(Collected data entries)

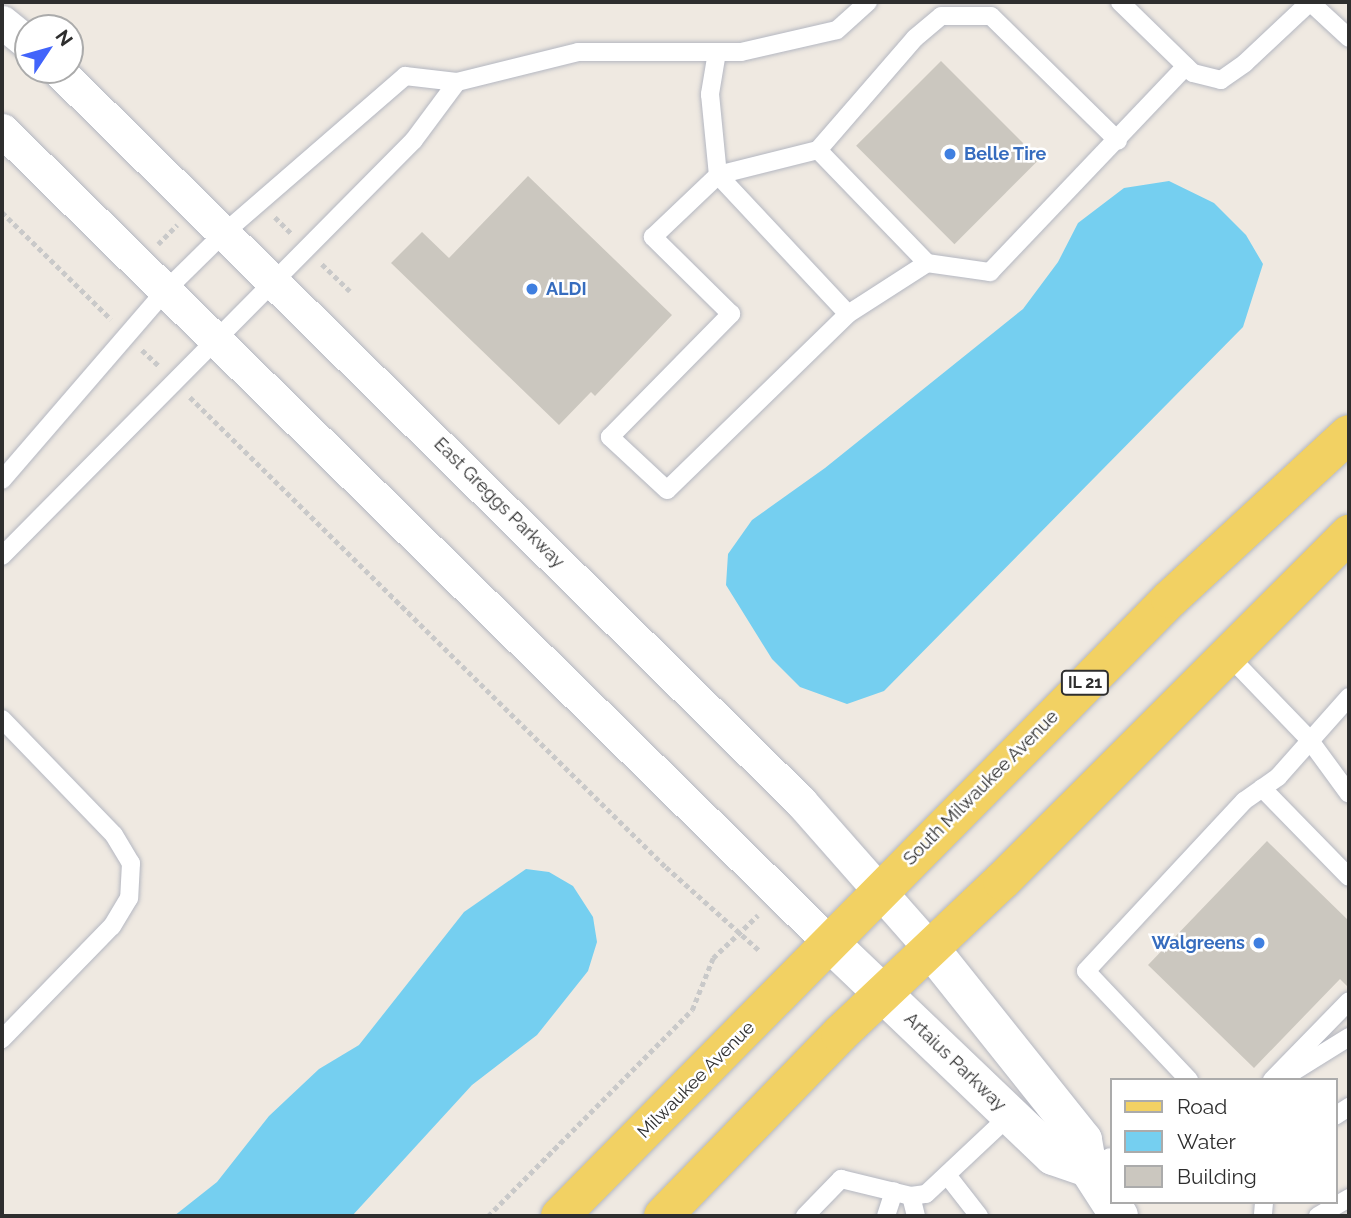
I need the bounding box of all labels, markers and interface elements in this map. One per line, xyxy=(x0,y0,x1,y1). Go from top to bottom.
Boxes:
north arrow xyxy=(14,14,84,84)
text: N xyxy=(51,26,78,50)
place label: Belle Tire xyxy=(964,143,1047,165)
marker: Belle Tire xyxy=(942,146,958,162)
place label: ALDI xyxy=(546,278,587,300)
marker: ALDI xyxy=(524,281,540,297)
street label: East Greggs Parkway xyxy=(429,433,569,573)
road number: IL 21 xyxy=(1060,670,1110,696)
street label: South Milwaukee Avenue xyxy=(899,706,1063,870)
place label: Walgreens xyxy=(1151,932,1245,954)
marker: Walgreens xyxy=(1251,935,1267,951)
street label: Artaius Parkway xyxy=(900,1008,1010,1116)
street label: Milwaukee Avenue xyxy=(633,1017,759,1143)
legend xyxy=(1110,1078,1337,1204)
text: Road xyxy=(1177,1094,1227,1119)
text: Water xyxy=(1177,1129,1236,1154)
text: Building xyxy=(1177,1164,1257,1189)

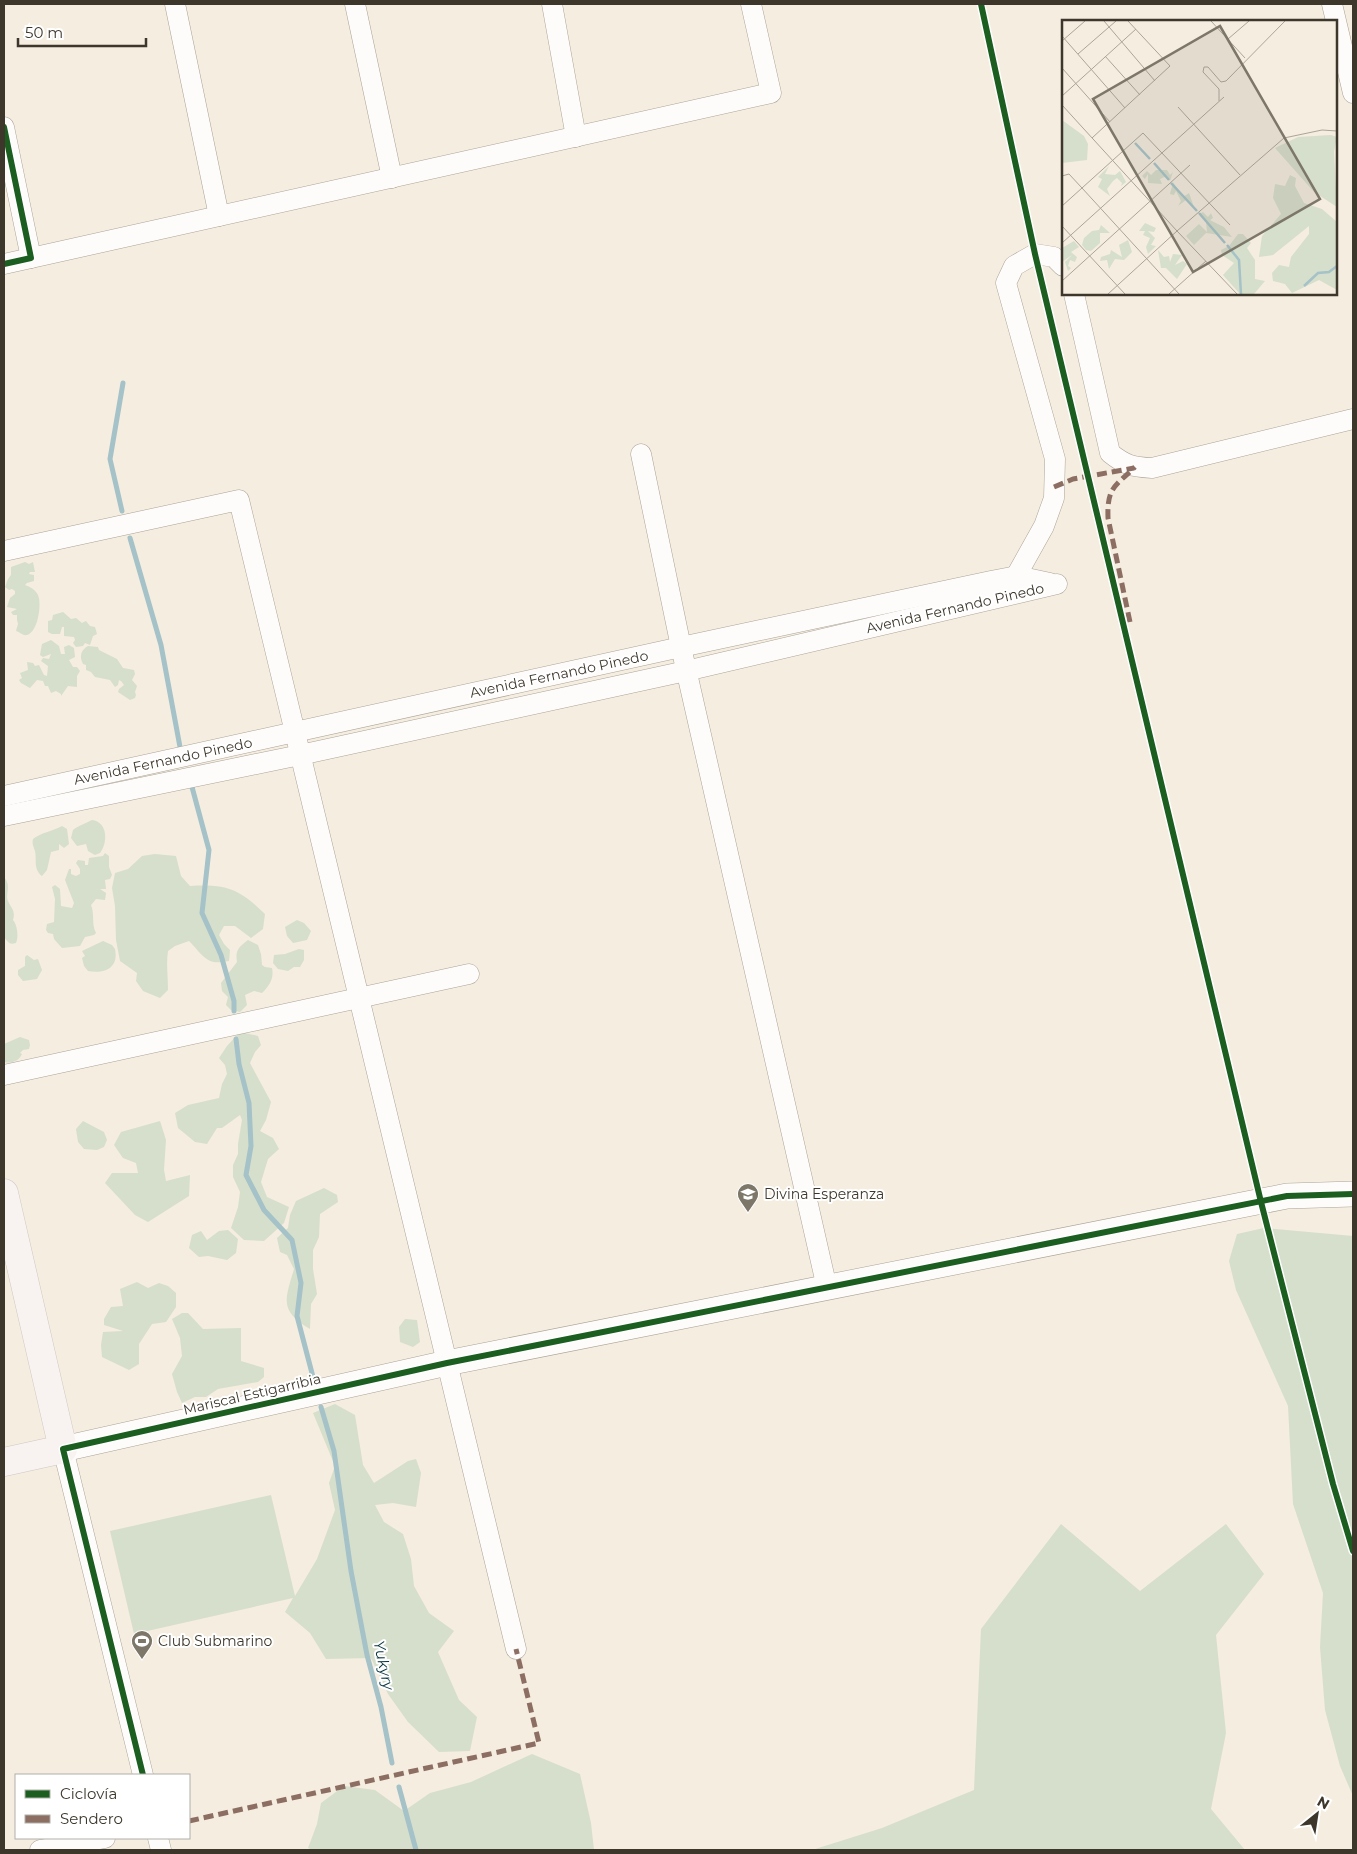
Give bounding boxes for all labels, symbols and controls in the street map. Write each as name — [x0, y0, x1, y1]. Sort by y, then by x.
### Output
scale bar — [18, 15, 145, 47]
inset map — [1062, 20, 1337, 295]
text: 50 m — [25, 23, 63, 42]
street label: Avenida Fernando Pinedo — [864, 579, 1046, 637]
street label: Avenida Fernando Pinedo — [468, 646, 650, 702]
street label: Avenida Fernando Pinedo — [72, 733, 254, 789]
school or university icon: Divina Esperanza — [736, 1182, 760, 1213]
place label: Divina Esperanza — [764, 1185, 884, 1203]
street label: Mariscal Estigarribia — [181, 1369, 323, 1419]
sports icon: Club Submarino — [130, 1629, 154, 1660]
place label: Club Submarino — [158, 1632, 273, 1650]
water label: Yukyry — [370, 1639, 399, 1692]
legend — [15, 1774, 190, 1839]
text: Ciclovía — [60, 1784, 117, 1803]
north arrow — [1292, 1789, 1342, 1839]
text: N — [1314, 1792, 1333, 1813]
text: Sendero — [60, 1809, 123, 1828]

■ EXERCISE OBJECTIVE ■
Where does the word "labels" occur in the data? Copy every line that has it.

■ WORKED SOLUTION ■
I need the bounding box of all labels, markers and interface elements in this map. One per line, xyxy=(x0,y0,x1,y1). Go from top to bottom.
Give bounding boxes for all labels, symbols and controls in the street map. Write each as name — [x0, y0, x1, y1]. Sort by y, then by x.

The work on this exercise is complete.